Le parole del potere

 di Antonino Contiliano - Dimmi specchio del reame, quale fra le parole del bestiame è la più ricca di letame!
Il capitalismo non conosce trasformazioni se non per perpetuare se stesso. Il suo modello si basa sulle diseguaglianze, lo sfruttamento e le altre vie (già note, ma sempre più spesso dimenticate e/o negate come quella maestra della valorizzazione espropriativa) a proprio uso e consumo. Le sue asimmetrie di potere e la correlazione degli apparati che lo sostengono sono le chiavi del comando dei pochi che, potenti e padroni sui molti, ne beneficiano elevandosi a intoccabili. Non diverso orientamento, anzi più marcato e deciso, ha la fase in corso della sua riaccumulazione-ricapitalizzazione, quella che prende il nome di capitalismo finanziario. La fase che ha identificato economia reale e fittizia o virtuale che si voglia dire. Il nesso vitale cioè che, devastante, ne ha amplificato e intensificato il dominio di classe e lavorato per svuotare le stesse vecchie forme democratico-liberali, incrementare le diseguaglianze sociali, le povertà e l’immiserimento generale. Come dire che la macchina del capitalismo con i suoi proprietari e protettori non ha nessuna vocazione democratica (né ristretta né allargata). E di questa macchina tritatutto, una parte non indifferente è costituita da parole tipiche che fanno girare la ruota del commercio della comunicazione individuale e sociale.
Il potere del sistema ha in proprio anche una neo-lingua taglia-teste. Sono le sue parole di sfondamento come, per esempio, banksters, prosumers, workfare, finanza e lavoro creativi, società offshore, shadow paradise, hedge fund, future, valore aggiunto, stile di vita, derivati, swap, cartolarizzazione, “project bond”, job act, working poor, accumulazione di know how, smart working, etc. Un vocabolario che, pur diffuso nel nostro quotidiano, non sempre e non per tutti va in giro tuttavia con assunzione di consapevolezza storico-critica circa il loro relativo peso formattante quantitativo e qualitativo.

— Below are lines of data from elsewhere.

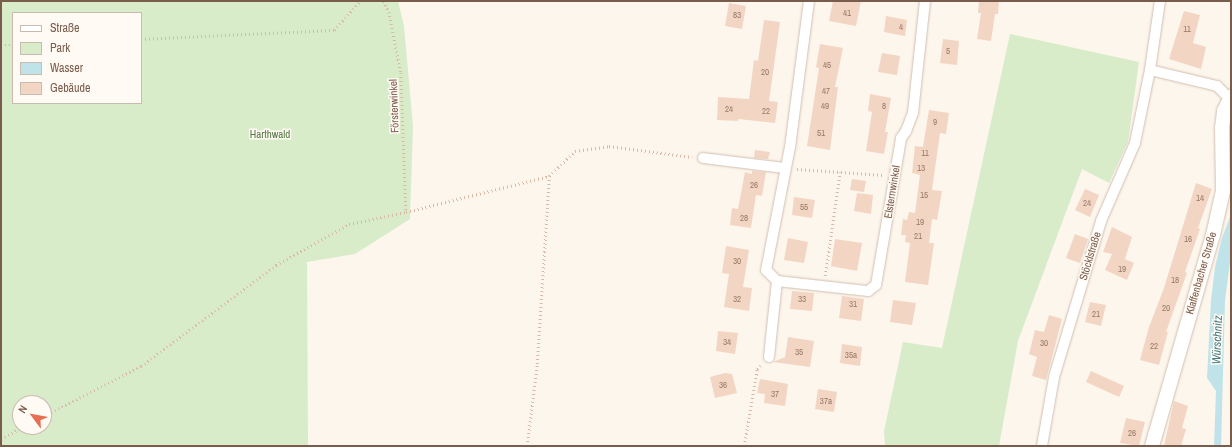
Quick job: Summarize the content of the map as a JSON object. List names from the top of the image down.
{
  "streets": {
    "main road": ["Klaffenbacher Straße"],
    "street": ["Elsternwinkel", "Stöcklstraße"],
    "path": ["Försterwinkel"]
  },
  "water": ["Würschnitz"],
  "parks": ["Harthwald"],
  "house_numbers": [
    "41",
    "83",
    "4",
    "11",
    "5",
    "45",
    "20",
    "47",
    "49",
    "8",
    "24",
    "22",
    "9",
    "51",
    "11",
    "13",
    "26",
    "15",
    "14",
    "24",
    "55",
    "28",
    "19",
    "21",
    "16",
    "30",
    "19",
    "18",
    "32",
    "33",
    "31",
    "20",
    "21",
    "34",
    "30",
    "22",
    "35",
    "35a",
    "36",
    "37",
    "37a",
    "26"
  ],
  "legend": [
    "Straße",
    "Park",
    "Wasser",
    "Gebäude"
  ],
  "north": "top left"
}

È stato valutato che, nel 2010, per esempio, il valore dei “derivati” in circolazione nel mondo ammontava a 1,2 quadrilioni di dollari, mentre il prodotto interno lordo di tutti i paesi del mondo arrivava a mala pena a 60 trilioni di dollari.

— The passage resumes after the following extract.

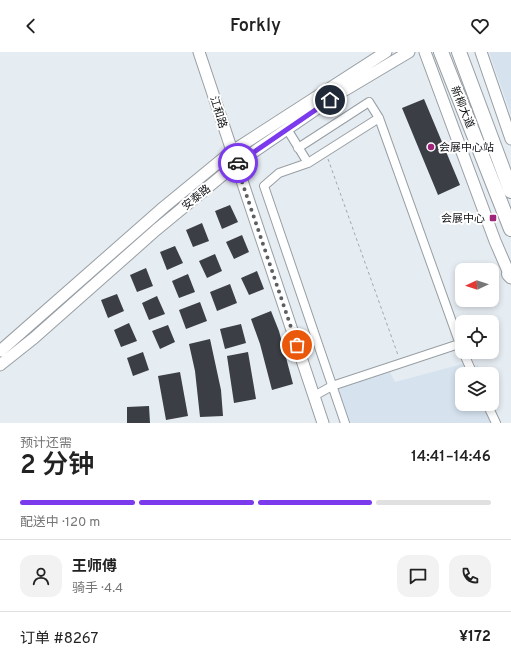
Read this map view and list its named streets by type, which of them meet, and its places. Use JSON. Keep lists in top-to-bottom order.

Ora a quanti di noi è chiaro il gioco dei diversi elementi che entrano in queste partite, se è vero che in parte si confida nel passivo mimetismo o nei buchi provocati dall’uso della lingua straniera, di idioletti volanti, o di acronimi e neologismi di cui poco si sa, mentre il perché del conio e degli stessi scopi di classe è vietato dalla deriva de-ideoligizzante (forse necessiterebbe un piccolo dossier esemplificatore ad uso e consumo dei cittadini-clienti-consumatori inavvertiti!).
Non è questione di persone al comando della macchina! I suoi protagonisti (imprenditori, banchieri, manager e top manager, consiglieri economici, etc.) nelle sale di bottoni infatti si sostengo a vicenda. Si interscambiano in girotondo mediante il sistema delle “porte girevoli” e a danno delle Collettività. Si preoccupano di tutelare e assicurare solamente i propri interessi e le ricchezze stratosferiche ammucchiate (come i “prodotti finanziari”). La loro arroganza non ha freni da temere, se le stesse componenti politico-istituzionali pubbliche ne curano frodi e patrimoni, mentre controllori e controllati a mala pena svolgono funzioni separate.
Il capitalismo va solo abbattuto dalle fondamenta e con lui le sue parolazioni d’ordine.


Le parole del potere

Tra le parole del potere, il sistema delle porte girevoli (pratica iniziata dagli Usa e poi adotta dai fratelli neocapitalistici dell’alleanza europea) rappresenta, forse, il mutuo soccorso più amato e praticato. Il sistema delle porte girevoli è quello per cui gli stessi manager – politici, banchieri, consulenti, etc., pastori ed evangelizzatori del liberismo capitalistico, passano con disinvoltura da una parte all’altra delle stanze ignorando il conflitto di interessi quando sono nell’esercizio delle attività e negli atti del governo pubblico.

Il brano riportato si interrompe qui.